The lines needed are those below that contain the word "roads"; copy each one.
###
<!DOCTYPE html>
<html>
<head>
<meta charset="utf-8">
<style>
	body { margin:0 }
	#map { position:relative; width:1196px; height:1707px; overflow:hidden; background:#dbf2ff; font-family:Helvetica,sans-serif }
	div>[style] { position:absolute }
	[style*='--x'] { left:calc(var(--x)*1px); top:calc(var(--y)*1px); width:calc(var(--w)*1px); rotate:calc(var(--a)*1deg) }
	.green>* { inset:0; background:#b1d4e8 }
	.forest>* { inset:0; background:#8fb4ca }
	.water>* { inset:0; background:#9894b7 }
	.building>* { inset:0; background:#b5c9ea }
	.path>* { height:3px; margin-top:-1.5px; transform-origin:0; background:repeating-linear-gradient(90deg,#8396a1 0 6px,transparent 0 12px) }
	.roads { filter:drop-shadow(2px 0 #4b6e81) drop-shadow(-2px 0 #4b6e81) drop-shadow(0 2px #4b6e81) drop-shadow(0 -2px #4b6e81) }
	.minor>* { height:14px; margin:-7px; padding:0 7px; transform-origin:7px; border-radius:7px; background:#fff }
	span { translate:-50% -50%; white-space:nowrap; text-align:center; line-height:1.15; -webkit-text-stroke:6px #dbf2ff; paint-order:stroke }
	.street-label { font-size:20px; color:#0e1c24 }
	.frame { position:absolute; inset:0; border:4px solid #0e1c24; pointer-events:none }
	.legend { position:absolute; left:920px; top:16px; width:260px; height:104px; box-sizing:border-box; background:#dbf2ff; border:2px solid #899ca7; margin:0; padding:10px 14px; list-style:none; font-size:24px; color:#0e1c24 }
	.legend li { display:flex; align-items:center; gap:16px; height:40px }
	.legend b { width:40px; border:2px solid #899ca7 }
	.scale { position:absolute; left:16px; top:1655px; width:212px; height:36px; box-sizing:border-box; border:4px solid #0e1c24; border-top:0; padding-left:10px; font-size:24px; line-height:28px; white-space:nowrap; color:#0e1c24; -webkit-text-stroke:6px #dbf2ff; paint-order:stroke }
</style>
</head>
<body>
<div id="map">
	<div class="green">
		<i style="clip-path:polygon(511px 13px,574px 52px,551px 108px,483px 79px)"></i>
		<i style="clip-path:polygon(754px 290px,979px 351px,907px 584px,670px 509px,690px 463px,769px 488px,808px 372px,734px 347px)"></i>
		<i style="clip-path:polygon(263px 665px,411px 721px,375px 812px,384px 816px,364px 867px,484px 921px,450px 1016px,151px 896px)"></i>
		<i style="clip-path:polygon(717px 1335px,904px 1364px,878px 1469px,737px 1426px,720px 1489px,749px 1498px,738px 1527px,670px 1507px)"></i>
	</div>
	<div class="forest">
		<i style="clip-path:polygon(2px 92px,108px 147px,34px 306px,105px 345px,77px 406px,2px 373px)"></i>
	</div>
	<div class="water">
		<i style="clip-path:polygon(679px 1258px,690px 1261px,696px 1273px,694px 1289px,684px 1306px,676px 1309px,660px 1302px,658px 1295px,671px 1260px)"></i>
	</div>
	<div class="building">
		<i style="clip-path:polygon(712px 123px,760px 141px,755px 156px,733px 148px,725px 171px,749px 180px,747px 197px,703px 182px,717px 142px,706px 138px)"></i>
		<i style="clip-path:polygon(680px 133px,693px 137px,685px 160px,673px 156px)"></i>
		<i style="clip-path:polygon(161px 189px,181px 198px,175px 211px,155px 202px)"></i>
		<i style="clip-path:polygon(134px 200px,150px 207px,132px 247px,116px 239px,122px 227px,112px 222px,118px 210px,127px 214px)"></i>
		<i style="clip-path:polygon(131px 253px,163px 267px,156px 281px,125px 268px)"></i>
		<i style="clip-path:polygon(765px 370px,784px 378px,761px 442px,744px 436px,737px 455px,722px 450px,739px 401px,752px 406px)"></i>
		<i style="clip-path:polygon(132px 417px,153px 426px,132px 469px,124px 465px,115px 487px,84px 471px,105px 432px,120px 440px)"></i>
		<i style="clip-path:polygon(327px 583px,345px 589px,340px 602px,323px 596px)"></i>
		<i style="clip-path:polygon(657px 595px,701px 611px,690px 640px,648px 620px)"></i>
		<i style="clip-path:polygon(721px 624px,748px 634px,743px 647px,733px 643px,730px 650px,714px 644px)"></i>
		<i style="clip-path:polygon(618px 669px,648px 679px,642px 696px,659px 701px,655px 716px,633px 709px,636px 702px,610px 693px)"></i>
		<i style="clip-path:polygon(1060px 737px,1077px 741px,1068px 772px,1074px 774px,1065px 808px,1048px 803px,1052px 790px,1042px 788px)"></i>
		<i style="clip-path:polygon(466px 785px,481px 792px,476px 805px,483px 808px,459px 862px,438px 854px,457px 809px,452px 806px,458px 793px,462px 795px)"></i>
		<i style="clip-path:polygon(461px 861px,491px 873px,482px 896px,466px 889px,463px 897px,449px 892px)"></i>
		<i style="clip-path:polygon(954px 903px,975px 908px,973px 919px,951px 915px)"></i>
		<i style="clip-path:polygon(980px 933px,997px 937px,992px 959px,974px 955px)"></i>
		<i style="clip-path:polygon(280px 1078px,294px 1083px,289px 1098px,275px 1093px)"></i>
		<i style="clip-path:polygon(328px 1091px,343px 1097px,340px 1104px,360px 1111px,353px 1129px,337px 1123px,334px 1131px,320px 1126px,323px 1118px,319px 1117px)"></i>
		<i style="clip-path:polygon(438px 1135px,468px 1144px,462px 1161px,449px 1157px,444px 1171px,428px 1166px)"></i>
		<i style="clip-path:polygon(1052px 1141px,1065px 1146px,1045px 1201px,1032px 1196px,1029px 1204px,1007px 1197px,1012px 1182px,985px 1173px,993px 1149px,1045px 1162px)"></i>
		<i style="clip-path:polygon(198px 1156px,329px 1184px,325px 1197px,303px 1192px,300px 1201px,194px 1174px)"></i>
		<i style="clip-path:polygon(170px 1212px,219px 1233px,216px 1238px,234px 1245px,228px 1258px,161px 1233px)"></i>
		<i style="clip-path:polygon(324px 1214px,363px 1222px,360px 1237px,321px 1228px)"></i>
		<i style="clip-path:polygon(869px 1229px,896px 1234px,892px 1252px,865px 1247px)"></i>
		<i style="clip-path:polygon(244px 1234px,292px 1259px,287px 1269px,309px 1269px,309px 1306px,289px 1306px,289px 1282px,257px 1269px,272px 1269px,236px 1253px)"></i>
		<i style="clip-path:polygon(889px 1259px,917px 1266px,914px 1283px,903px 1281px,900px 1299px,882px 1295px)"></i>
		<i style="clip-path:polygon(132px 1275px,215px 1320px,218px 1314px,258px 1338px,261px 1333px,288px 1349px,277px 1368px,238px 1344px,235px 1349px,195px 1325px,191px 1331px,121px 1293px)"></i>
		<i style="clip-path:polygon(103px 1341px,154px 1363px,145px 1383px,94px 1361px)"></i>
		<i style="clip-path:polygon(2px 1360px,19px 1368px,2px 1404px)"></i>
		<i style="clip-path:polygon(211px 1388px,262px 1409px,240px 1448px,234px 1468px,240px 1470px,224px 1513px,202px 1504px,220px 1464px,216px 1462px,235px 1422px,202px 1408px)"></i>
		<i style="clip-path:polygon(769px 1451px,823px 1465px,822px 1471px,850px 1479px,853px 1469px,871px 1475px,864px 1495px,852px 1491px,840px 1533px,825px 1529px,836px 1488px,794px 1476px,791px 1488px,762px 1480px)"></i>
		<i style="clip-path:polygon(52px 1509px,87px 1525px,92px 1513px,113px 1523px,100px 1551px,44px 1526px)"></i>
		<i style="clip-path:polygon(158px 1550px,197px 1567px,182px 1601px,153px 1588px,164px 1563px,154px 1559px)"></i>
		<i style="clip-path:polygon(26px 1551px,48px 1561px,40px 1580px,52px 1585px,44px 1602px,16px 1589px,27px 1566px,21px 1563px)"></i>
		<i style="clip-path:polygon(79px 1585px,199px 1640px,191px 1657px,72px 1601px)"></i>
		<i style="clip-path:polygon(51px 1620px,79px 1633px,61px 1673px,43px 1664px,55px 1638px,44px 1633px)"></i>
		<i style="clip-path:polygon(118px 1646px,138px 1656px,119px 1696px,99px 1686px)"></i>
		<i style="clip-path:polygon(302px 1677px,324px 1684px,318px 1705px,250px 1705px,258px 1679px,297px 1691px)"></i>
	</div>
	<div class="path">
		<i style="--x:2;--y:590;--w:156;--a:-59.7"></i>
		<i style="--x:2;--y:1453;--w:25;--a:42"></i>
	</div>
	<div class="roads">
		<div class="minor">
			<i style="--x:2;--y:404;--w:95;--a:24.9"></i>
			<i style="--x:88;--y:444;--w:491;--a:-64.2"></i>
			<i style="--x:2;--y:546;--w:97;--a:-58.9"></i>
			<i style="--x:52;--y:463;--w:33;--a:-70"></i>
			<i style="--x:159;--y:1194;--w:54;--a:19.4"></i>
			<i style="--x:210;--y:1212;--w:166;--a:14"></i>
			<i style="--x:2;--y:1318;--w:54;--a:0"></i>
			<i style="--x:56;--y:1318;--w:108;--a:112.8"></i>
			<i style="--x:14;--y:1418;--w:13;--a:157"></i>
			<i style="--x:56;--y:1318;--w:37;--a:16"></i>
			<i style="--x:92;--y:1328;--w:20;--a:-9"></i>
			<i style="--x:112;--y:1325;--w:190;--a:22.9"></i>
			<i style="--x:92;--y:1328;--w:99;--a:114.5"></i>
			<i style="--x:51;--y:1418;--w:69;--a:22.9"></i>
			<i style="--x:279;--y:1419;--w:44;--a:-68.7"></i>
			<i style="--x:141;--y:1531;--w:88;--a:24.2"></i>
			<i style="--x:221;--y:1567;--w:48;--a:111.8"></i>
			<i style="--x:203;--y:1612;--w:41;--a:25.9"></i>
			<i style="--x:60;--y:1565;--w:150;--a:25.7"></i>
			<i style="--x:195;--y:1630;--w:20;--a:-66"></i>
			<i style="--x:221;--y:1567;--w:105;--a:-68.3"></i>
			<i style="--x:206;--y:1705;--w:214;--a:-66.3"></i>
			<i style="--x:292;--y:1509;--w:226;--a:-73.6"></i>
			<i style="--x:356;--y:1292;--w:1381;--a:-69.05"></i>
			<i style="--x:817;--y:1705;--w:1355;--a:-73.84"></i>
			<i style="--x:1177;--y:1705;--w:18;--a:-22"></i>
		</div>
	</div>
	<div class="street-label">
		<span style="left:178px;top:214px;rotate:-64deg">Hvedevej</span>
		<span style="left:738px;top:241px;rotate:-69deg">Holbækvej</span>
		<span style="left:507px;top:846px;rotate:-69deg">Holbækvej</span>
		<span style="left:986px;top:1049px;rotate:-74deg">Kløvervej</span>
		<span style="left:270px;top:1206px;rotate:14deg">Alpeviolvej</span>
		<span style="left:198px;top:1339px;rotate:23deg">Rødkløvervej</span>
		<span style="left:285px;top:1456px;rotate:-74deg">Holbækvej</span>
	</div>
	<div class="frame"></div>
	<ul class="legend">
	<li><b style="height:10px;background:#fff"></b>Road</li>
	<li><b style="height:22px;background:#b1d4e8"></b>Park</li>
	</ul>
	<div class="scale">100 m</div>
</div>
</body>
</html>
###
_EXERCISE OUTPUT_
	.roads { filter:drop-shadow(2px 0 #4b6e81) drop-shadow(-2px 0 #4b6e81) drop-shadow(0 2px #4b6e81) drop-shadow(0 -2px #4b6e81) }
	<div class="roads">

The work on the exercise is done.